— by Chef Luigi Diotaiuti
Nothing compares to the rich, musky aroma of a fresh, locally grown melon. Interestingly, the English word “cantaloupe” comes from the Italian Cantalupo, a papal seat near Rome, and the first place in Europe where cantaloupe was grown after being introduced from the Persian Empire.
This dessert is very easy to prepare and can be transformed into a family-style recipe by adjusting the sugar content, and omitting the alcohol if preferred. I love the style, simplicity, and pure, seasonal flavors of this recipe so much that I often make it for television cooking demos. Keep in mind that this recipe benefits from being refrigerated overnight — so it is perfect for entertaining.

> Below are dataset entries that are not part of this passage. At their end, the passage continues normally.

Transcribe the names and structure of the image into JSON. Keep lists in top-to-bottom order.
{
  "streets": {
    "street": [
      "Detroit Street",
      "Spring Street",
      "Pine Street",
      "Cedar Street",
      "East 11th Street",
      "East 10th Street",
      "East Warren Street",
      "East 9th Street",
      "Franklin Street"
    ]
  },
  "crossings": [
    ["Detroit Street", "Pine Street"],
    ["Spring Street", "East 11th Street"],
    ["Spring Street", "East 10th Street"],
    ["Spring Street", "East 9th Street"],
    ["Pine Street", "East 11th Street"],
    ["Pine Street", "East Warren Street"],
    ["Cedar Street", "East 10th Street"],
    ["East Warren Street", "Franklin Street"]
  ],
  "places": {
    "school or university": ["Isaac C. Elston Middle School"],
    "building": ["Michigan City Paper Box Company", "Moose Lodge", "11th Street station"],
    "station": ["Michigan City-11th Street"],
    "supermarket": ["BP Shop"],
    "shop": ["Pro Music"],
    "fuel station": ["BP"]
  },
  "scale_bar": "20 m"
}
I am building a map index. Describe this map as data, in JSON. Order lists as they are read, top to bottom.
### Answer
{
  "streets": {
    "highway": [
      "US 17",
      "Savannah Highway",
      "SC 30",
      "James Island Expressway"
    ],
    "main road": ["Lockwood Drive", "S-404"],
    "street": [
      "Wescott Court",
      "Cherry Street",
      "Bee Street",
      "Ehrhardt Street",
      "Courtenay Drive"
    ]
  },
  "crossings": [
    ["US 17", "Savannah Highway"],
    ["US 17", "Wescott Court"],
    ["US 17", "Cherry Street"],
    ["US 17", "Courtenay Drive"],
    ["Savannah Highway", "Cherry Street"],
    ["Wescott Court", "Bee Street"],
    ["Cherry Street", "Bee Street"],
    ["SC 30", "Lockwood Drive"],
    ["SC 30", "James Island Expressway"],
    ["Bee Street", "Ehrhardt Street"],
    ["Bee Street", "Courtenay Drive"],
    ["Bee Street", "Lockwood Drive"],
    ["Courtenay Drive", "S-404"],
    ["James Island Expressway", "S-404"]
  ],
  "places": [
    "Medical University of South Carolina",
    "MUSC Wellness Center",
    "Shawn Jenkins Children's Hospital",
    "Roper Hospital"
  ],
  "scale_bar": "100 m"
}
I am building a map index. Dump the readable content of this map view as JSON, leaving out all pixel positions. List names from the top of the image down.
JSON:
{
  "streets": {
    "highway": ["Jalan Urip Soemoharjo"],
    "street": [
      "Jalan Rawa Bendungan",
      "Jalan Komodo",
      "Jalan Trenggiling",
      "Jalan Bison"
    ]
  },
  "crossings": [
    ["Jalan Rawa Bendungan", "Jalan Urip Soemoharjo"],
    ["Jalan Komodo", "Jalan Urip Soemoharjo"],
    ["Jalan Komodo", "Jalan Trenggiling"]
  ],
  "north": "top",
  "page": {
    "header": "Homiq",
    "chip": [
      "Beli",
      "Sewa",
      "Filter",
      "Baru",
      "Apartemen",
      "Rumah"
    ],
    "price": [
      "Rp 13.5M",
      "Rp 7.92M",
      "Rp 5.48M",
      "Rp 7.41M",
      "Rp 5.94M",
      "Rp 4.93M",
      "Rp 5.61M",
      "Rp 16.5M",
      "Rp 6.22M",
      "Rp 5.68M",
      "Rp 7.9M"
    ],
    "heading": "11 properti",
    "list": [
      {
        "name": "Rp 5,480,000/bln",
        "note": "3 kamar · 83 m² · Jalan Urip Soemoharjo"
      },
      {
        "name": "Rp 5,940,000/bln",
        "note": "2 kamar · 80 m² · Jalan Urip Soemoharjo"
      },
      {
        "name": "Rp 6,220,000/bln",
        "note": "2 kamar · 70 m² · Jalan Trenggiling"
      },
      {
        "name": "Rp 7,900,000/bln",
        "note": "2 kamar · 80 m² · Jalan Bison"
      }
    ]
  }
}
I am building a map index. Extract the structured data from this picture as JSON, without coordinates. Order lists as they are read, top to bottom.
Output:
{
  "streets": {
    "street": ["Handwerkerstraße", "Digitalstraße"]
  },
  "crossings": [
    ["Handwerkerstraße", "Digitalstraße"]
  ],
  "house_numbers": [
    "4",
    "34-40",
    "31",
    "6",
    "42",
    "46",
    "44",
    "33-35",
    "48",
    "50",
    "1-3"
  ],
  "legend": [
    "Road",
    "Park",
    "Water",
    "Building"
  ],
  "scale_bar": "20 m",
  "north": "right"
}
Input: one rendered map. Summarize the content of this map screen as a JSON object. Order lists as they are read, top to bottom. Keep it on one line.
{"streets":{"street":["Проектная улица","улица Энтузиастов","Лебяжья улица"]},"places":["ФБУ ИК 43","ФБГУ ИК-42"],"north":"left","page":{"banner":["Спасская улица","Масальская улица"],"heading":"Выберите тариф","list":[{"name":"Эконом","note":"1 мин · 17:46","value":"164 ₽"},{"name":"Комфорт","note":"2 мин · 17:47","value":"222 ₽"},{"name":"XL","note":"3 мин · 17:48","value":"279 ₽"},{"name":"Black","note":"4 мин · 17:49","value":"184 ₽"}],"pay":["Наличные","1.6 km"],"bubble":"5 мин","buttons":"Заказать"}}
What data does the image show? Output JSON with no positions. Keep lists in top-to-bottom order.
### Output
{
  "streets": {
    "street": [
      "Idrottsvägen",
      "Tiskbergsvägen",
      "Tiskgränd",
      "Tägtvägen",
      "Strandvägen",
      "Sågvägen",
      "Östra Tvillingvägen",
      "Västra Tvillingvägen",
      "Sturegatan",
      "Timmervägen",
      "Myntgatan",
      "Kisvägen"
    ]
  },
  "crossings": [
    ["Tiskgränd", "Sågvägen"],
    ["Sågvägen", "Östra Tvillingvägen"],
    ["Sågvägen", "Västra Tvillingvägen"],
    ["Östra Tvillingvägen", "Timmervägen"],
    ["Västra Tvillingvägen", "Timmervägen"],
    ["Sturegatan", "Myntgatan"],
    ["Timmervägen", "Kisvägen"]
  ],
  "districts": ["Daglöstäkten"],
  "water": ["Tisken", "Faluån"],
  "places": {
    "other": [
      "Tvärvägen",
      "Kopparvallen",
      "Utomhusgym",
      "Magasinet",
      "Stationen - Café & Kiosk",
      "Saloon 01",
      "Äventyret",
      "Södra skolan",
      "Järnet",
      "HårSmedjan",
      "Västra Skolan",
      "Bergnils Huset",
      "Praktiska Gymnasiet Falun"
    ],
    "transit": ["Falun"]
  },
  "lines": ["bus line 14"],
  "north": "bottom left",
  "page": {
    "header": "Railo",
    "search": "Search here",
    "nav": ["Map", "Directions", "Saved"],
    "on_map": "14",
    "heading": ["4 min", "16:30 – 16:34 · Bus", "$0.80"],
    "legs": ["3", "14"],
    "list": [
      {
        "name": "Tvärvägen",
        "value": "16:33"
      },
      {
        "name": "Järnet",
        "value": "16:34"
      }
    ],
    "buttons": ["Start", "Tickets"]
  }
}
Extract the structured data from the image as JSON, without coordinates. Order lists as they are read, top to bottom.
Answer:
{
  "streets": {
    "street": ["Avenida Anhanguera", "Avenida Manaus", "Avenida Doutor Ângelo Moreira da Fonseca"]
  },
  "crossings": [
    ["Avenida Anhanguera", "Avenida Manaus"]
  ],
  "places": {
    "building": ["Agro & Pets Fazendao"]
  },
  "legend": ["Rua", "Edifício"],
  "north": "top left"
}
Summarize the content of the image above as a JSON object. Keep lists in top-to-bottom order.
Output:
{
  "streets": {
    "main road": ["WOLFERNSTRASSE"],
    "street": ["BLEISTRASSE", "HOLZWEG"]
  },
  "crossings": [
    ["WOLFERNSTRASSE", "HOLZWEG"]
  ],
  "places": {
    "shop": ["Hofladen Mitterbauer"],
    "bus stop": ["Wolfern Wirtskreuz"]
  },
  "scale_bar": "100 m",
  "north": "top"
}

Full recipe after the jump.
- 1 pound fresh cantaloupe flesh, cubed
- 2 tablespoons lemon juice
- 1/4 cup sugar
- 2 tablespoons strega liqueur, divided
- 4 8×3-inch gelatin sheets, diluted in enough cold water to cover
- Place the melon in a food processor, blender, or juicer. Add the lemon juice, sugar, and 1 tablespoon of the liqueur. Pulse on and off until you have a liquid puree which is completely uniform.
- In a medium saucepan, add the gelatin mixture and another half tablespoon of liqueur, and allow it to melt over medium heat.
- Add another tablespoon of liqueur and the cantaloupe puree. Stir well from the bottom and sides to avoid the gelatin from crystallizing.
- Transfer the mixture into six cups, and cool to room temperature.
- Refrigerate for a minimum of six hours.
- To serve, carefully unmold the containers with the help of a butter knife, and invert onto a serving dish. Serve with the sauce of your choice, chocolate and ladyfingers, if desired.
Sommelier’s Tip: Strega is an Italian herbal liqueur that has been produced since 1860 in Benevento, Italy. The presence of beautiful and distinctive saffron — and 70 other herbal ingredients, including mint and fennel, makes it the perfect partner for the flavor of cantaloupe. The word strega means “witch” in Italian, because the combination of 80 proof potency and scores of powerful herbs make it a recipe to be reckoned with.